I was wrong. She came punctually. But she wouldn’t talk about death or her father. She started to give me dreams: the next weeks were filled with dreams and with accounts of her mother’s cold harshness. Her mother, it became clear, had never forgiven her father for being who he was or for dying on her and leaving her to cope independently. Her relationship to Anna was a series of incessant, invasive plaints interspersed by absence. She would never talk about the father or his death, nor was Anna, when she could speak again, permitted to. It was as if the man had never existed.

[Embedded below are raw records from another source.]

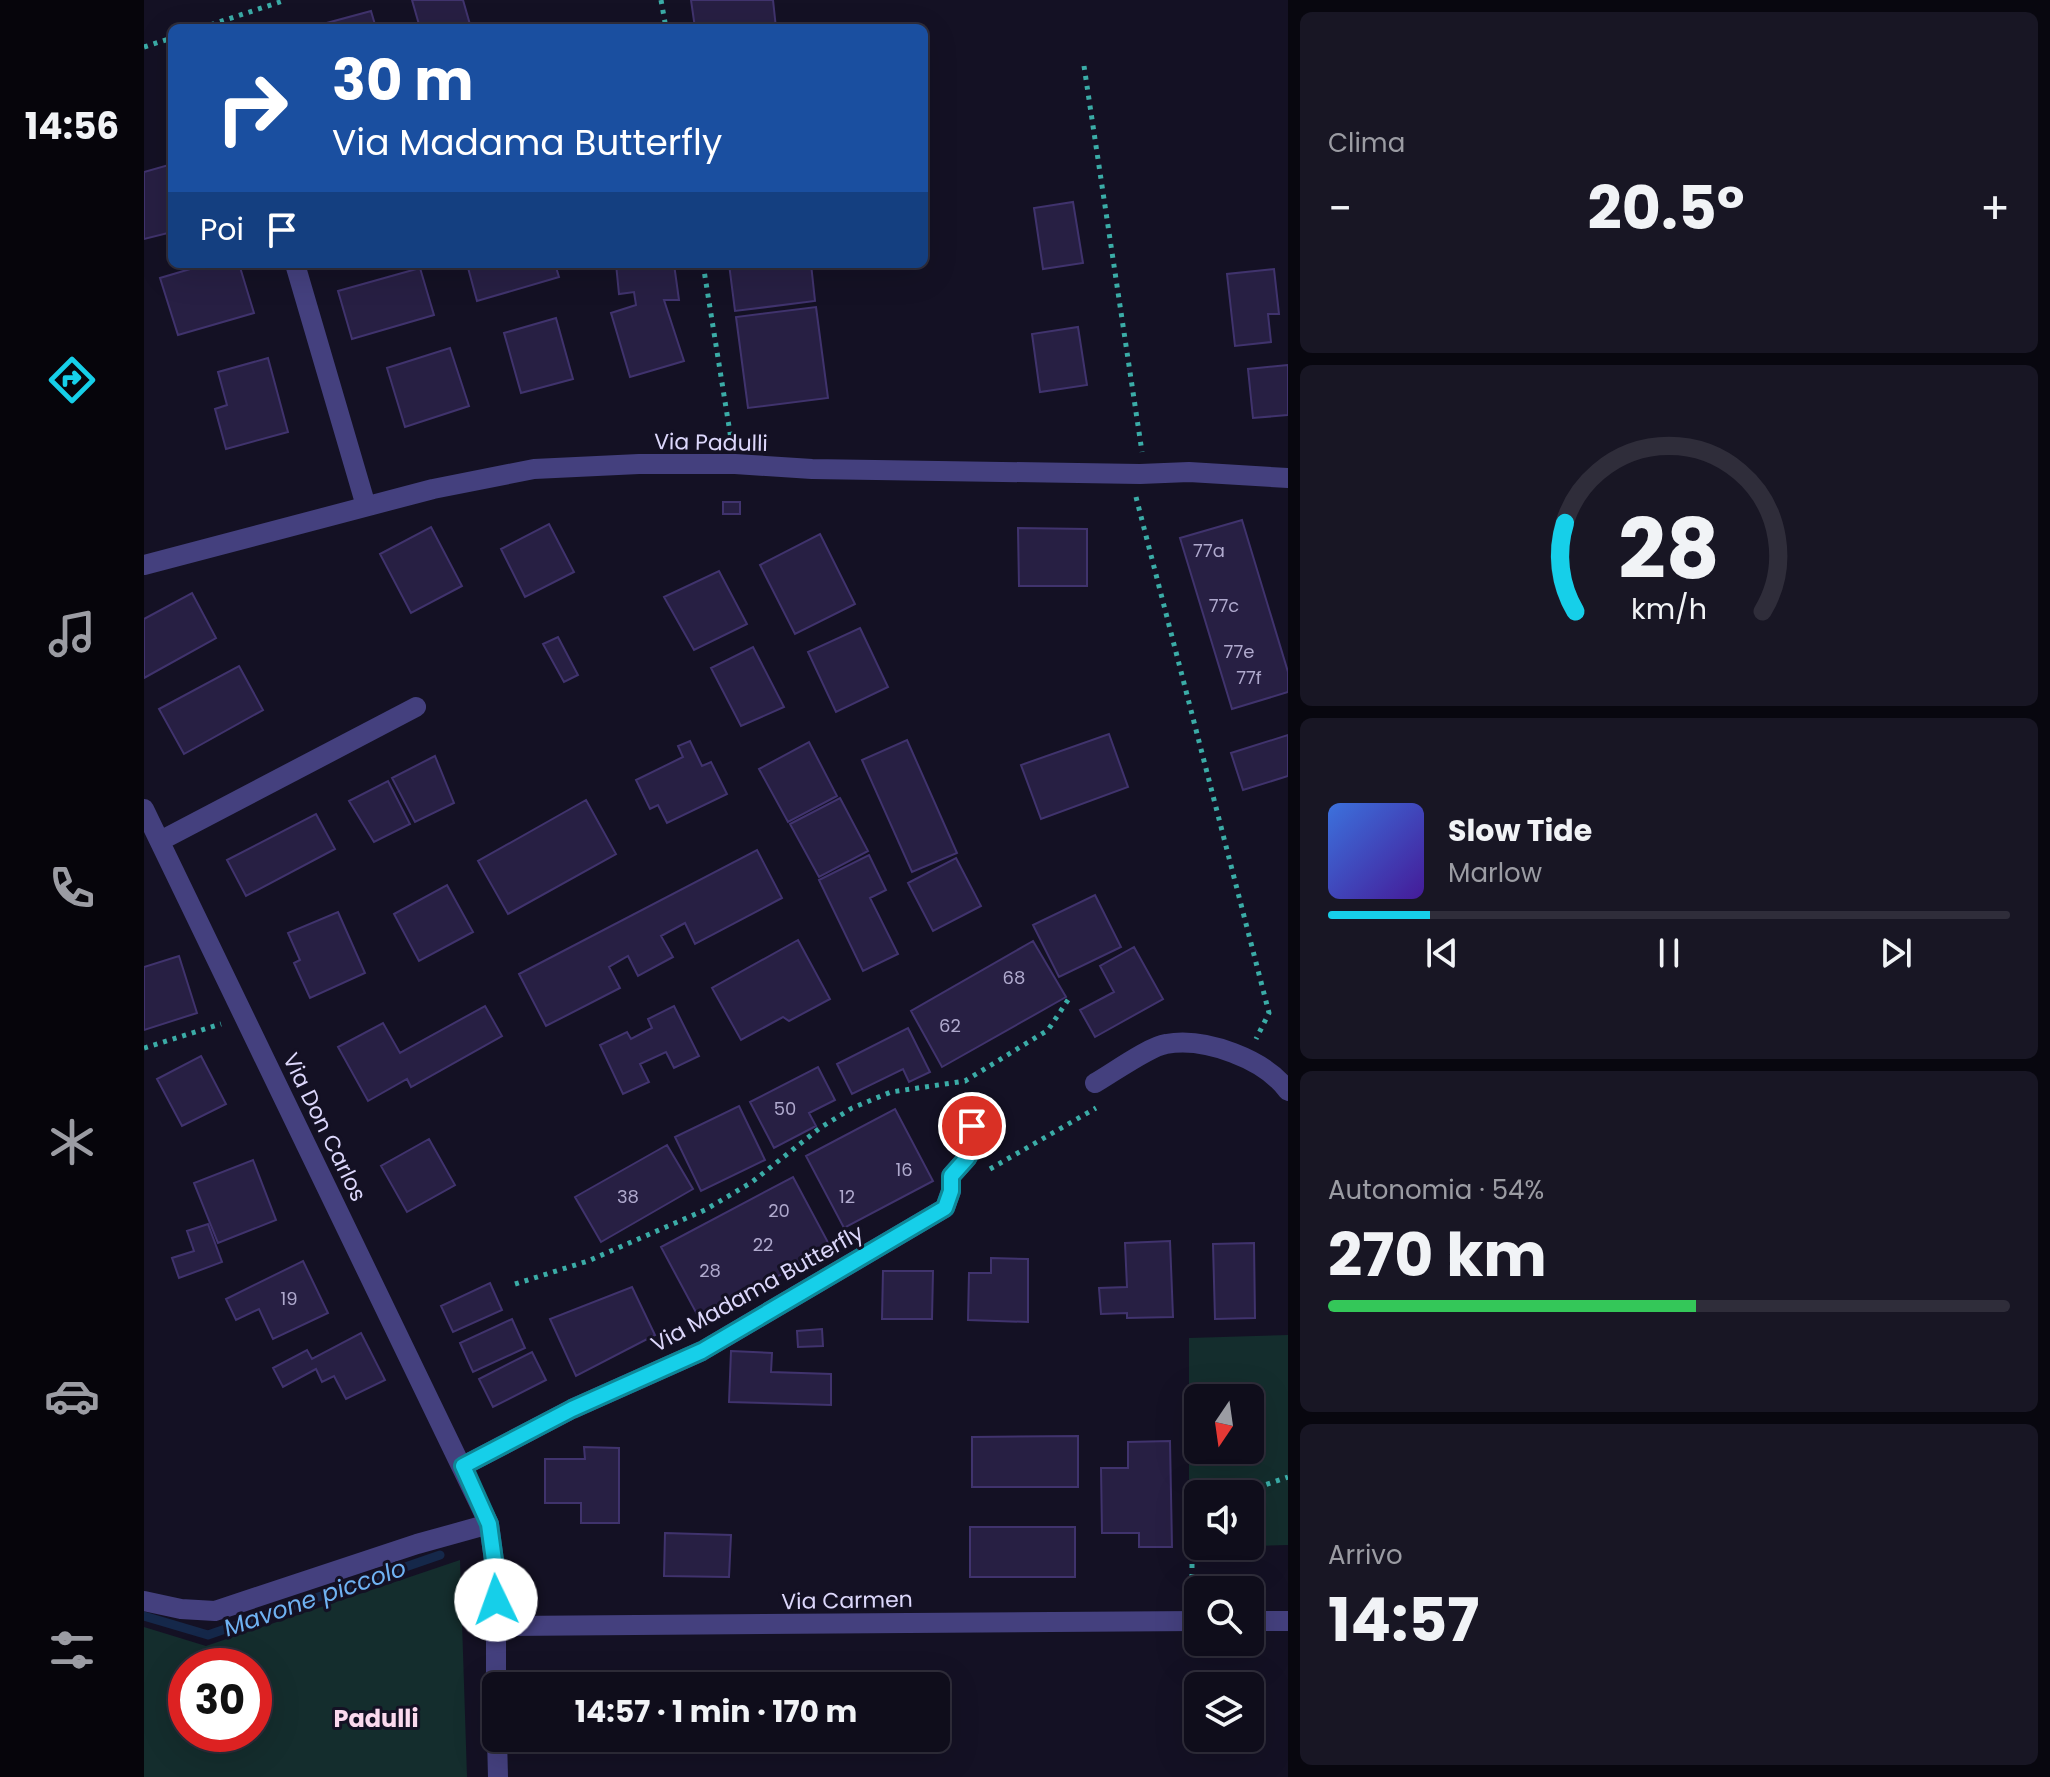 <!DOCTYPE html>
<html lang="it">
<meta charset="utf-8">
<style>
:root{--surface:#0f0d1b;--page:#181624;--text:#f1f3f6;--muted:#9b9ca3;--line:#2f2d3a;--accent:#16cfe9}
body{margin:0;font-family:Poppins,sans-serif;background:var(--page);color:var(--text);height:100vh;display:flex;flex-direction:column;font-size:30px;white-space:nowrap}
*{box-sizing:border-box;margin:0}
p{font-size:26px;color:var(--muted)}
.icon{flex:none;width:44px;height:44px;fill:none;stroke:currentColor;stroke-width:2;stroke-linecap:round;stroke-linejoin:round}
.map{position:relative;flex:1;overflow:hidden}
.sheet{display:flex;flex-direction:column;gap:12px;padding:12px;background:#08070f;width:762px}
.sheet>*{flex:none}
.banner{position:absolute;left:24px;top:24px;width:760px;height:244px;border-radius:12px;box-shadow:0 8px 32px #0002,0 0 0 2px var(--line);background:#1a4fa0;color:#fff;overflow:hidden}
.needle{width:52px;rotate:193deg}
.buttons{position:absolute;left:1040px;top:1384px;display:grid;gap:16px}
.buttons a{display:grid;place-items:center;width:80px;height:80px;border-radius:12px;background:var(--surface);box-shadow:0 8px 32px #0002,0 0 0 2px var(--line);font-size:40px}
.speed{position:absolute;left:24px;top:1648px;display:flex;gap:16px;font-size:40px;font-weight:700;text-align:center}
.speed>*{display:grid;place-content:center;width:104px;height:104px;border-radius:50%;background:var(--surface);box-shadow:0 8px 32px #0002,0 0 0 2px var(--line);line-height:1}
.speed .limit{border:12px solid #d22;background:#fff;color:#111}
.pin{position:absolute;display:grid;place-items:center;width:68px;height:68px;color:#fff;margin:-34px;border:4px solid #fff;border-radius:50%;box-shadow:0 2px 8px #0007}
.me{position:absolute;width:88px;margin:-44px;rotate:357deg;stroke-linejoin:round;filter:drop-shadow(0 0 6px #0008)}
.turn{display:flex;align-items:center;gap:28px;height:168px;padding:0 32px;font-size:36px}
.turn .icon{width:104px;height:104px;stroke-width:2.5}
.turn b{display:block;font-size:56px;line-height:68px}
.then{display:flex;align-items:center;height:76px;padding:0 32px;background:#0003;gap:16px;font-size:30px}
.big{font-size:60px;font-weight:700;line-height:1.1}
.sheet .tile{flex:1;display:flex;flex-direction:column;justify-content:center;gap:12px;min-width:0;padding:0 28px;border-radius:12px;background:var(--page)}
.sheet .dial{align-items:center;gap:0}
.dial svg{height:208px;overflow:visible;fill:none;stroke:var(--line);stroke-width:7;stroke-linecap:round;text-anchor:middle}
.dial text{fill:var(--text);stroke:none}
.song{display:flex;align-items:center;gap:24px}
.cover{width:96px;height:96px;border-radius:12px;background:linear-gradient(135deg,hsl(220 70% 55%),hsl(260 70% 35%))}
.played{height:8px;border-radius:4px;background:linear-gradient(90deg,var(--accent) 15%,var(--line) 15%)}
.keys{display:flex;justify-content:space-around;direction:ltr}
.heat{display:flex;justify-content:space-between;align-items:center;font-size:44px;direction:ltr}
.charge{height:12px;border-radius:6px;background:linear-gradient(90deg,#34c759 54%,var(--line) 0)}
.trip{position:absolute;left:338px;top:1672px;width:468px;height:80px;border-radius:12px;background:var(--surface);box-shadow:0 8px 32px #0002,0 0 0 2px var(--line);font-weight:700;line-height:80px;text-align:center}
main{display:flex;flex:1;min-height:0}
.tab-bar{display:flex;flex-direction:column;width:144px;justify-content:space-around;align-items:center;background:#06050b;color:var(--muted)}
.tab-bar .icon{width:56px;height:56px}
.tab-bar .on{color:var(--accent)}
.tab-bar b{font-size:36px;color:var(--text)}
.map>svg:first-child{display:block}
</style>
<main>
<nav class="tab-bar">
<b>14:56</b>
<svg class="icon on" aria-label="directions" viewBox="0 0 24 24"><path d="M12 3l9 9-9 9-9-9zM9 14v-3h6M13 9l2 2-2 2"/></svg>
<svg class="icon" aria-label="music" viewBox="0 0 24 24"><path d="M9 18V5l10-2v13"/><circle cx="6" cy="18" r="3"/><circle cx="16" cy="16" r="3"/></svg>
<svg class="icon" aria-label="phone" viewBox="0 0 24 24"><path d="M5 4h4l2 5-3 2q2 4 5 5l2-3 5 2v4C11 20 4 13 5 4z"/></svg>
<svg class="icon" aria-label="climate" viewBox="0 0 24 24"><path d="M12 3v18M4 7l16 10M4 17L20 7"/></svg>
<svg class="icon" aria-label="car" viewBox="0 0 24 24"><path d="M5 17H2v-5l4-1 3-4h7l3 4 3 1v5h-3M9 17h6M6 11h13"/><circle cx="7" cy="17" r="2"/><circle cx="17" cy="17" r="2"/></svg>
<svg class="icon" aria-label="filters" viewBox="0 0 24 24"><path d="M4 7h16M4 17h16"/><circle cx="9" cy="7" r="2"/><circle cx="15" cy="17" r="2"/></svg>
</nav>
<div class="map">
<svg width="1144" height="1777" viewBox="0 0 1144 1777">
<rect width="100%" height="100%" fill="#141124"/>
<!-- green -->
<path fill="#142d2d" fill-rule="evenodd" d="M 1144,1335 L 1144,1545 L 1106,1546 L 1106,1494 L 1054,1494 L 1054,1546 L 1045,1546 L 1045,1338 ZM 1054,1398 L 1106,1398 L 1106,1450 L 1054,1450 Z
M 316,1560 L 323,1777 L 0,1777 L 0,1627 L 62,1646 ZM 42,1666 L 110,1666 L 110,1734 L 42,1734 Z"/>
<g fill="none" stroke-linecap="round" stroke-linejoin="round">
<!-- stream -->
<path stroke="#15284a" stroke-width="9" d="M 0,1616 L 64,1635 L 296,1555"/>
</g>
<!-- building -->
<path fill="#271f43" stroke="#40336d" stroke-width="2" d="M 268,0 L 319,0 L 327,28 L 276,28 Z
M 547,0 L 629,0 L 632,28 L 551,28 Z
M 227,11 L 232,28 L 181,28 L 179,24 Z
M 28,164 L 28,232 L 0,239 L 0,172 Z
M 929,202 L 939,263 L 899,269 L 890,208 Z
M 63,264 L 95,264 L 110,313 L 34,335 L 16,278 Z
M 323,264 L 411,264 L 415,277 L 333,301 Z
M 472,264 L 530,264 L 535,300 L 520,300 L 540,361 L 486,377 L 467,313 L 492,305 L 490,292 L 475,294 Z
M 585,264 L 667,264 L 671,301 L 591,311 Z
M 276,268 L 290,315 L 208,339 L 194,291 Z
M 1130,269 L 1135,314 L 1124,314 L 1127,342 L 1091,346 L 1083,274 Z
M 672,307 L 684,398 L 604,408 L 592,317 Z
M 412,318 L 429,379 L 377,393 L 360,333 Z
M 934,327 L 943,385 L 896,392 L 888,334 Z
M 306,348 L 325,406 L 261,427 L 243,368 Z
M 124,358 L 144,432 L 82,449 L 71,409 L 83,405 L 74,372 Z
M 1144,365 L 1144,415 L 1109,418 L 1104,369 Z
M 579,502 L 596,502 L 596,514 L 579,514 Z
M 1098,520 L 1144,672 L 1144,692 L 1088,709 L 1036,538 Z
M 405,524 L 430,572 L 381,597 L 357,549 Z
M 287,527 L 318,586 L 267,613 L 236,554 Z
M 874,528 L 943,529 L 943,586 L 875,586 Z
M 676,534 L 711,604 L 651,634 L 616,565 Z
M 575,571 L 603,624 L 550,650 L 520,597 Z
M 48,593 L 72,638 L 0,678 L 0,619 Z
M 716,628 L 744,687 L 692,712 L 664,652 Z
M 414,637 L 434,675 L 420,682 L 399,644 Z
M 609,647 L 640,707 L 597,726 L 567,668 Z
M 95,666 L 119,710 L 40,754 L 15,709 Z
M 965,734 L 984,787 L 897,819 L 877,765 Z
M 1144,735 L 1144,776 L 1099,790 L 1087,753 Z
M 763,740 L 813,853 L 768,872 L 718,760 Z
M 546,741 L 558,766 L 567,762 L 583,794 L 523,823 L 514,805 L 506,809 L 492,780 L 539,757 L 534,746 Z
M 665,742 L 693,796 L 644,822 L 615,769 Z
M 291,756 L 310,803 L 271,822 L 248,778 Z
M 244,781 L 266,824 L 230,842 L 205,801 Z
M 696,798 L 724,851 L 675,877 L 646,824 Z
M 442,800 L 472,854 L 364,914 L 334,861 Z
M 172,814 L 191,849 L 102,896 L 83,860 Z
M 613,850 L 638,898 L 551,944 L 541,923 L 517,936 L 529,957 L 494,976 L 484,956 L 465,967 L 476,988 L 402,1026 L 375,974 Z
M 725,855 L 742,890 L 726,898 L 754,954 L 719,971 L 675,880 Z
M 812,858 L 837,906 L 789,931 L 764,883 Z
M 303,885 L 329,932 L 275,961 L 250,914 Z
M 951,895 L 977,947 L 915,977 L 889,925 Z
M 194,912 L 221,973 L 166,998 L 150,963 L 156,960 L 144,933 Z
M 654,940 L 686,999 L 645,1021 L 639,1017 L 597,1040 L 568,988 Z
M 889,941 L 922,997 L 798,1067 L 767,1011 Z
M 990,947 L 1019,999 L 951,1037 L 936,1010 L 970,992 L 956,966 Z
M 35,956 L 53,1013 L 0,1030 L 0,967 Z
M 341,1006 L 358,1036 L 267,1087 L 263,1079 L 224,1101 L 194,1047 L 239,1023 L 256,1053 Z
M 530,1006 L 555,1056 L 530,1068 L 522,1052 L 496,1064 L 505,1082 L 479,1094 L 456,1045 L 483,1032 L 487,1039 L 508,1028 L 504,1019 Z
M 764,1028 L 786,1072 L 765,1082 L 759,1069 L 708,1094 L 693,1064 Z
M 57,1056 L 82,1104 L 38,1126 L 13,1079 Z
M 674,1067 L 691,1100 L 665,1113 L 672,1126 L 630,1148 L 606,1102 Z
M 595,1106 L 621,1160 L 557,1191 L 531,1137 Z
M 751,1109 L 789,1181 L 700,1228 L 662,1156 Z
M 285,1139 L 311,1185 L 263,1212 L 237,1166 Z
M 523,1145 L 549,1189 L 457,1242 L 431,1197 Z
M 109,1160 L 132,1220 L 74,1243 L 50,1183 Z
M 649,1177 L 687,1248 L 555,1318 L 517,1247 Z
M 64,1224 L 78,1262 L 35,1278 L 28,1258 L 50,1251 L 43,1231 Z
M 1026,1241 L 1029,1317 L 983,1318 L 983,1313 L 957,1314 L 955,1288 L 983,1287 L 981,1243 Z
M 1110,1243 L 1111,1318 L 1071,1319 L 1069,1244 Z
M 847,1258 L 884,1259 L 884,1322 L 824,1320 L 825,1273 L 847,1273 Z
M 159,1261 L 184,1313 L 129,1339 L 115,1309 L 92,1320 L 82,1299 Z
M 739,1271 L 789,1271 L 788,1319 L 738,1319 Z
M 346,1283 L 358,1310 L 309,1332 L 297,1306 Z
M 488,1287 L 511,1335 L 432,1376 L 406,1319 Z
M 368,1319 L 381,1348 L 329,1372 L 316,1343 Z
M 678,1329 L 679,1346 L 654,1347 L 653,1331 Z
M 217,1333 L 241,1380 L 202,1399 L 190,1376 L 178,1382 L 172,1369 L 139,1387 L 129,1368 L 163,1350 L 168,1359 Z
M 587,1351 L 628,1353 L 627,1372 L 687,1374 L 687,1405 L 585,1402 Z
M 388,1352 L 402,1380 L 349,1407 L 335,1379 Z
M 934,1436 L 934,1487 L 828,1487 L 828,1437 Z
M 1026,1441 L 1028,1547 L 995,1547 L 995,1533 L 958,1533 L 957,1468 L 984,1468 L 984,1442 Z
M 440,1447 L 475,1448 L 475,1523 L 437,1523 L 437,1503 L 401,1503 L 401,1459 L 441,1459 Z
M 826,1527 L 931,1527 L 931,1577 L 826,1577 Z
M 521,1533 L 587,1535 L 585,1577 L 520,1576 Z"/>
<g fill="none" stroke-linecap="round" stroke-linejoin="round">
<!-- path -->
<path stroke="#3baca7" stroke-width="5" stroke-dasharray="4 6" stroke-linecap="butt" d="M 517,0 L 522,28
M 57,28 L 142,0
M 0,47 L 28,38
M 940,66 L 998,452
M 559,264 L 587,439
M 992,497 L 1125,1013 L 1112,1039
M 0,1048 L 77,1024
M 846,1169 L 952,1108
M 371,1284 L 444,1261 L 561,1210 L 608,1182 L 676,1128 L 708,1108 L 747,1092 L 821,1081 L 904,1030 L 926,997
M 1094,1494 L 1144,1477
M 1048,1598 L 1048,1510 L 1054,1508"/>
<!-- minor -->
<path stroke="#44407e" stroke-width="20" d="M 151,264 L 222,506
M 0,565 L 289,489 L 390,469 L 495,464 L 591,464 L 668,469 L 996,474 L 1045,472 L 1144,478
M 0,809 L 345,1524 L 352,1575 L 352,1697
M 16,841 L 272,707
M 951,1083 C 967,1074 1006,1046 1022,1044 C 1061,1037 1121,1059 1144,1091
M 319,1466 L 428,1409 L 558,1351 L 801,1208 L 807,1191 L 807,1176 L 824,1157 L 822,1135 L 828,1126
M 0,1601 L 37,1609 L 71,1611 L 273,1544 L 345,1524
M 1106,1621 L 1144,1621
M 353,1626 L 1054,1621
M 353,1738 L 354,1777"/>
</g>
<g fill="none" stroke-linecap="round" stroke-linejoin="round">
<!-- route casing -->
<g stroke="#0e8797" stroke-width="20">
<path id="route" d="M 352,1600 L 352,1575 L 345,1524 L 319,1466 L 428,1409 L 558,1351 L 801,1208 L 807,1191 L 807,1176 L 824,1157 L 822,1135 L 828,1126"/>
</g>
<!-- route -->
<use href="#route" stroke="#16cfe9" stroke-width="14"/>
</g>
<g text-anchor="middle" stroke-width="6" stroke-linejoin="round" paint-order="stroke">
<!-- number labels -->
<g font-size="18" fill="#afa9cd">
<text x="1065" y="557">77a</text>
<text x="1080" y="612">77c</text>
<text x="1095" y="658">77e</text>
<text x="1105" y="684">77f</text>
<text x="870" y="984">68</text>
<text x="806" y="1032">62</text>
<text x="641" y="1115">50</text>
<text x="760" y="1176">16</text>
<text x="484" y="1203">38</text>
<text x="703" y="1203">12</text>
<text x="635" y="1217">20</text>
<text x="619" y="1251">22</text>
<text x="566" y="1277">28</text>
<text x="145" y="1305">19</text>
</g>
<!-- street labels -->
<g font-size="22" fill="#dcd7fb" stroke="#141124">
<text transform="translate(567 442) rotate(1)" y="8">Via Padulli</text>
<text transform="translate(181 1127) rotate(64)" y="8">Via Don Carlos</text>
<text transform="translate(613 1288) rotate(-29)" y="8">Via Madama Butterfly</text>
<text transform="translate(703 1600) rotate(-1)" y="8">Via Carmen</text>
</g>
<!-- water labels -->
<g font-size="24" font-style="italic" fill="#6fb2f2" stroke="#141124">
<text transform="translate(171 1598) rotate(-19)" y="8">Mavone piccolo</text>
</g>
<!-- neighbourhood labels -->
<g font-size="24" font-weight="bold" fill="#fbd9ee" stroke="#141124">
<text x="232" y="1727">Padulli</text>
</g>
</g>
</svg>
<div class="buttons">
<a><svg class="needle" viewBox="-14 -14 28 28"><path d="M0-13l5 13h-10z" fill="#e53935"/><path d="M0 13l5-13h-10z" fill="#9b9ca3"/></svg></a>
<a><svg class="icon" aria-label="sound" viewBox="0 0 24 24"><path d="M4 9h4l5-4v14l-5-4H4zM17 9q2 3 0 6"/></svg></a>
<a><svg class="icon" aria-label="search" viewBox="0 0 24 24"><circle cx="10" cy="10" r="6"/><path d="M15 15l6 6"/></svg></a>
<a><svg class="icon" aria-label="layers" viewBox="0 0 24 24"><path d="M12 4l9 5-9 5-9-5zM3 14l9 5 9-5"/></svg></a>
</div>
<div class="speed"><div class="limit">30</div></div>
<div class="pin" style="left:828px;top:1126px;background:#d93025"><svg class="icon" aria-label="arrive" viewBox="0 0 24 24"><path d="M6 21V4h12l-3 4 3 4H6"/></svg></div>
<svg class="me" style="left:352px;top:1600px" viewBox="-20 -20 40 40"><circle r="19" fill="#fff"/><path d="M0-13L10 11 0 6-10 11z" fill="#16cfe9"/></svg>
<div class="trip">14:57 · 1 min · 170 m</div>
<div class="banner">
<div class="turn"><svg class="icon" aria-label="right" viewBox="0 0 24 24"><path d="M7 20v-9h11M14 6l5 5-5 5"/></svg><div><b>30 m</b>Via Madama Butterfly</div></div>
<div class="then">Poi<svg class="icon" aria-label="arrive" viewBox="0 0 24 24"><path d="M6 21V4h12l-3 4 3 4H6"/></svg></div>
</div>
</div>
<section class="sheet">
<div class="tile"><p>Clima</p>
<div class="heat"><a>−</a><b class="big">20.5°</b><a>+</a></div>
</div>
<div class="tile dial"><svg viewBox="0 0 100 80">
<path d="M14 69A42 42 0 1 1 86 69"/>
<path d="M14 69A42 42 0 0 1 10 35" stroke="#16cfe9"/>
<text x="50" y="56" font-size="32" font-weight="700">28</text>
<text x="50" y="72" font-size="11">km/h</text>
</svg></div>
<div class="tile">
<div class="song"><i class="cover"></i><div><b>Slow Tide</b><p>Marlow</p></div></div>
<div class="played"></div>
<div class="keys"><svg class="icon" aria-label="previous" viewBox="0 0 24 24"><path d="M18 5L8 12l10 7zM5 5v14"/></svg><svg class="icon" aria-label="pause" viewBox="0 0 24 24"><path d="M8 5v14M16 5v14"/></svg><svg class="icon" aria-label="next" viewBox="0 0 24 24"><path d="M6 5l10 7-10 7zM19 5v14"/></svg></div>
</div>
<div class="tile"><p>Autonomia · 54%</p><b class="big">270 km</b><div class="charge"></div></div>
<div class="tile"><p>Arrivo</p><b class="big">14:57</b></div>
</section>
</main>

In her dreams Anna was often underground in a dark, oozing labyrinth, almost like the interstices of a body but with no visible exits. Or she was paralysed. Unable to move. I took this at first as an identification with her father, a residue of the period of his illness, her greatest dread. But it was also the paralysis of the repetition she was caught in: never having been allowed or able to confront her feelings about her father’s dying and death, these had gone underground, leaving her to replay again and again a pattern of seduction and betrayal she could cope with. Eroticising the damage. Mastering early trauma by transforming it into excitement. Part of her had learned to enjoy the paralysis of repetition. Seduction and abandonment also freed her from a certain kind of emotional responsibility. Better not to have any responsibility if that primary one - keeping her father alive — had been so impossibly great and inevitably doomed.